*TO DO:* Take from the records below each line that holds "this".

*PROVIDED ENTRIES:*
_ _ _ _

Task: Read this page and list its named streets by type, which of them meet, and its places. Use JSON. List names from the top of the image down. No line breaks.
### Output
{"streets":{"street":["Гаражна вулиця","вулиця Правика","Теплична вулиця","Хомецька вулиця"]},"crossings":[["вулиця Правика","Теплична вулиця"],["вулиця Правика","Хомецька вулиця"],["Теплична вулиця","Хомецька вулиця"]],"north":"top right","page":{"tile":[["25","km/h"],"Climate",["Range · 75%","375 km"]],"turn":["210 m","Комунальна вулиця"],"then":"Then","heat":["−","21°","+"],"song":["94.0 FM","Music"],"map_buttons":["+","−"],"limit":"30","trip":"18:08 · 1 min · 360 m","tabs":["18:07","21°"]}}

_ _ _ _

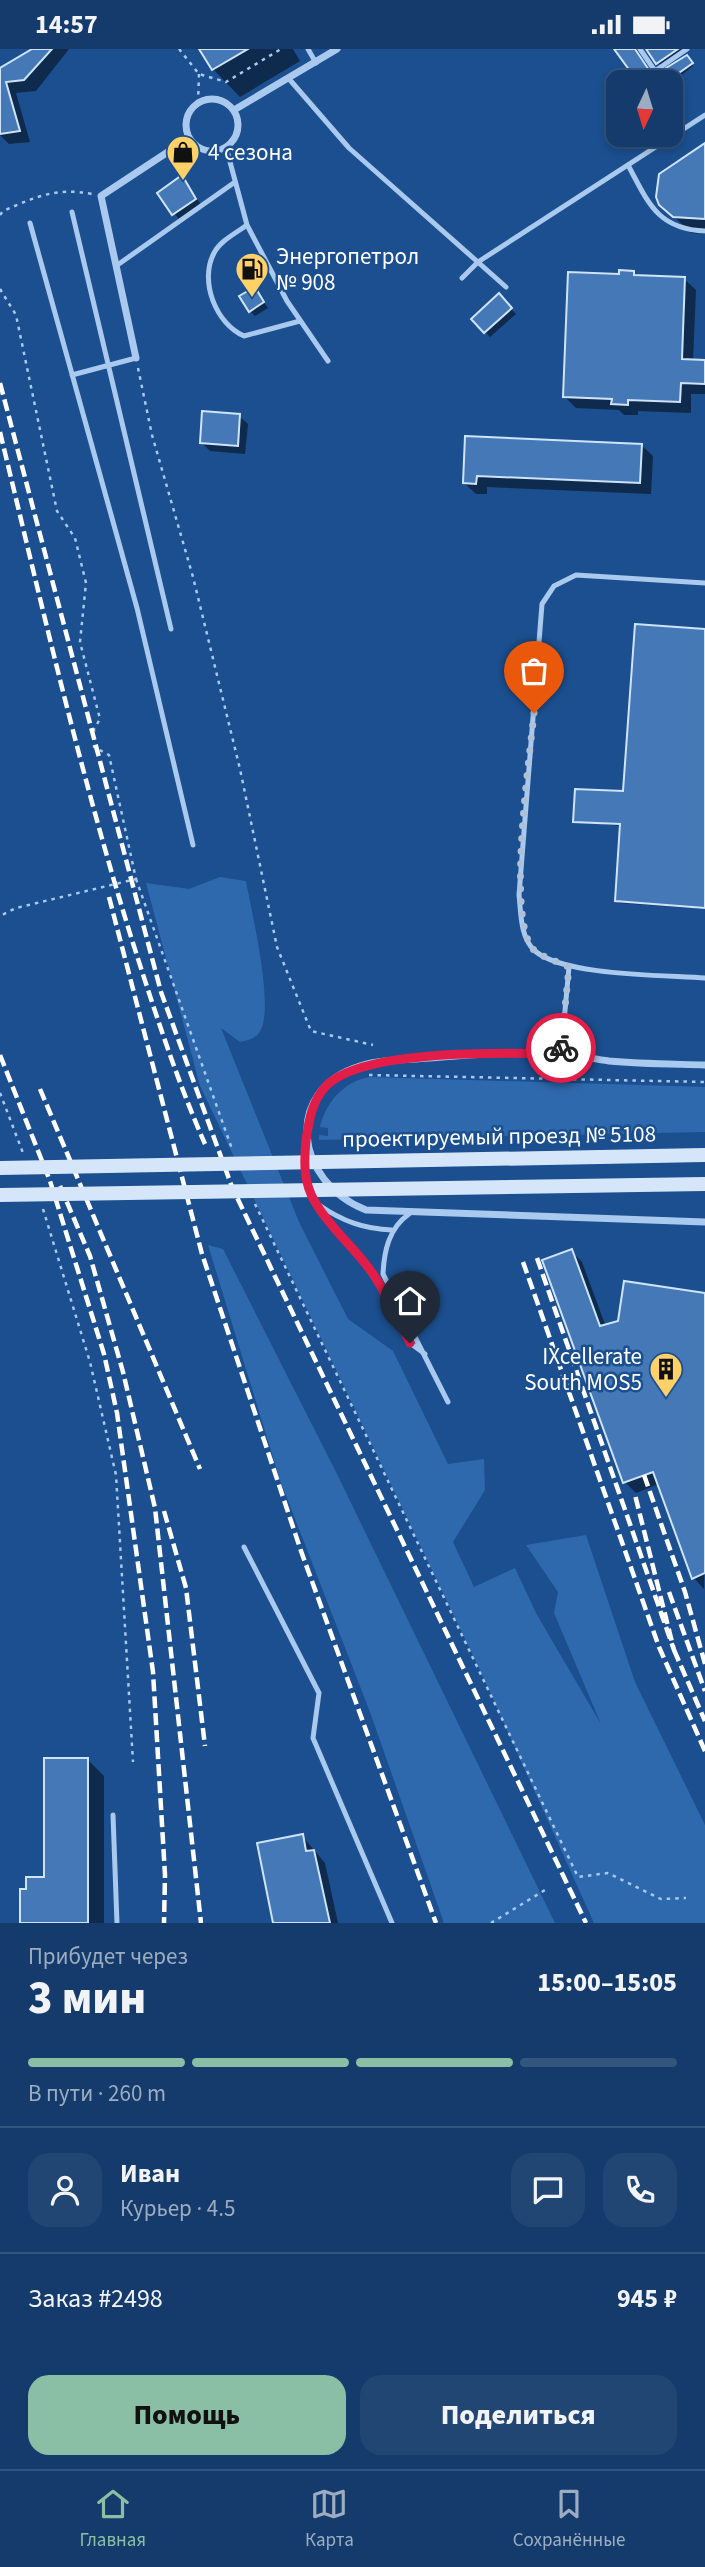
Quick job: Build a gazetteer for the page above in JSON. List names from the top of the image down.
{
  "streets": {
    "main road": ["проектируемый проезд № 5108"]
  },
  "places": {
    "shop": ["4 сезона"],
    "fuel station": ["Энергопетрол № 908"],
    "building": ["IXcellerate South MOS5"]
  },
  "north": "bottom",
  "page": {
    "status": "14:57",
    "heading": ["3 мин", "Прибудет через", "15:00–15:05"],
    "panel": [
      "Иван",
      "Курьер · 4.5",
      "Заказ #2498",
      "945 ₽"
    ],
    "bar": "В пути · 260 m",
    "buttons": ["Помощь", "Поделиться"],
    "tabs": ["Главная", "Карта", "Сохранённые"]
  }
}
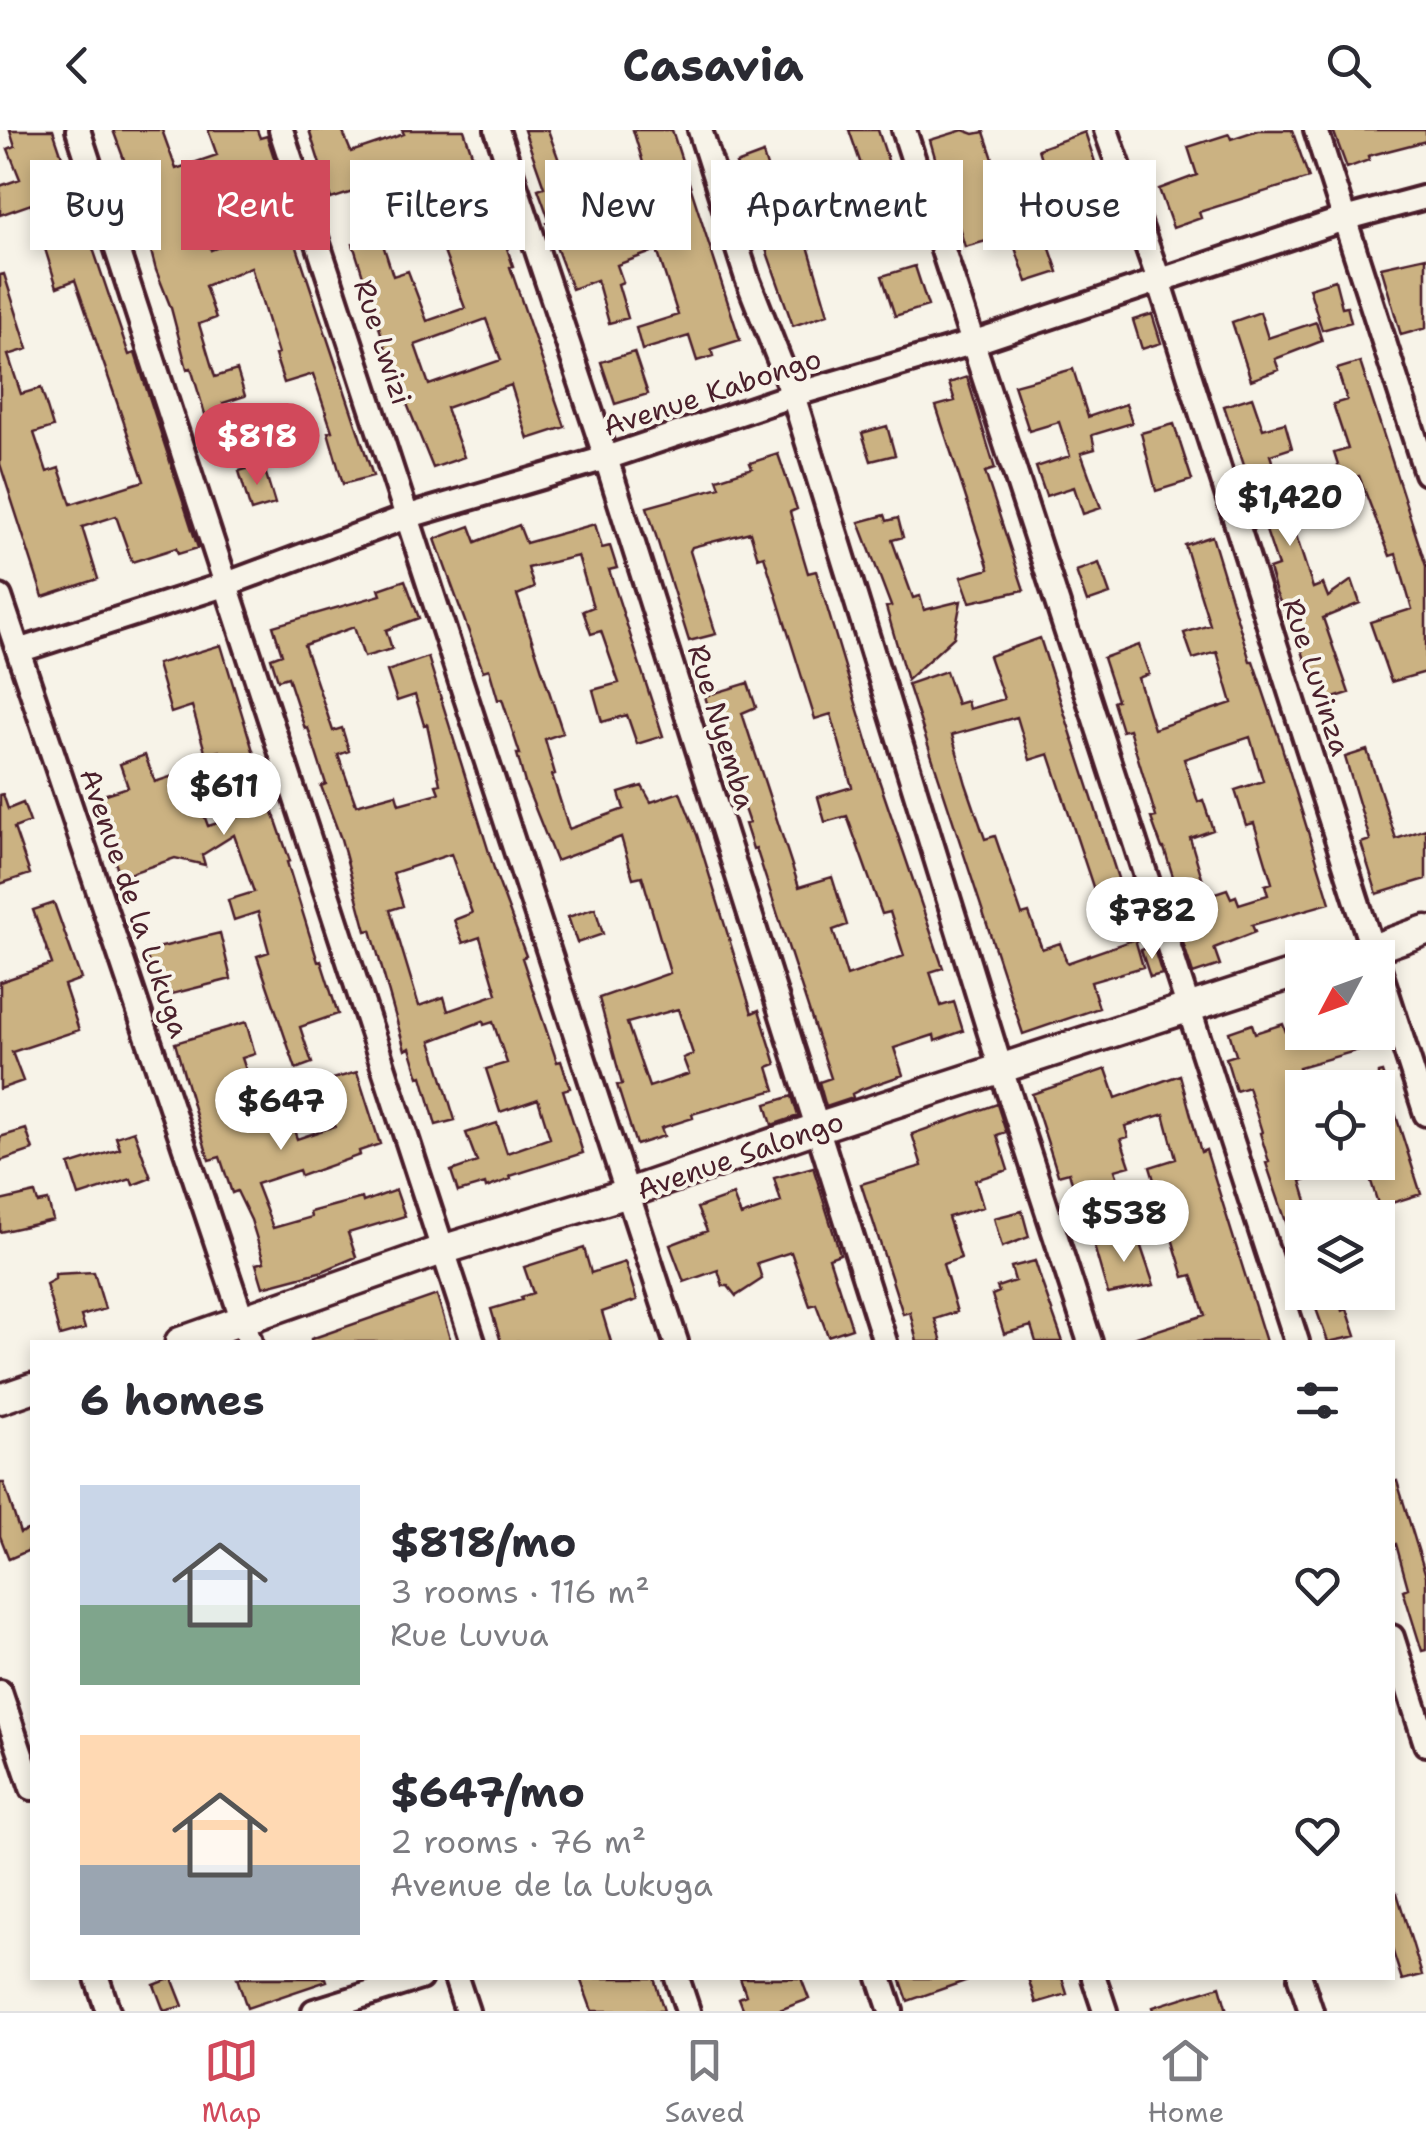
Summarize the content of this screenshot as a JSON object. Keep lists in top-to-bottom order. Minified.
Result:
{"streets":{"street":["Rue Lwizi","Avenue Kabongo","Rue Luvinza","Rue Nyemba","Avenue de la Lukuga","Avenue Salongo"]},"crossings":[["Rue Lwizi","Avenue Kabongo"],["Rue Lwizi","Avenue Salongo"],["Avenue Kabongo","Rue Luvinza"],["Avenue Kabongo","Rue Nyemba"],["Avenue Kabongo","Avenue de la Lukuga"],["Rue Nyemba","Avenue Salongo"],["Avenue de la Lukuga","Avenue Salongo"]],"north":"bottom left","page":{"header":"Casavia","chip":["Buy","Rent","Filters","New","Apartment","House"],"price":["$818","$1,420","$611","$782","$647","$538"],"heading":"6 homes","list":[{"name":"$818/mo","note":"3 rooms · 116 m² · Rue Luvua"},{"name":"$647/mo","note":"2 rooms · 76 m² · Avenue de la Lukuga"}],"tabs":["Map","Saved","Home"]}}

_ _ _ _

*ANSWER BELOW:*
Task: Read this page and list its named streets by type, which of them meet, and its places. Use JSON. List names from the top of the image down. No line breaks.
Summarize the content of this screenshot as a JSON object. Keep lists in top-to-bottom order. Minified.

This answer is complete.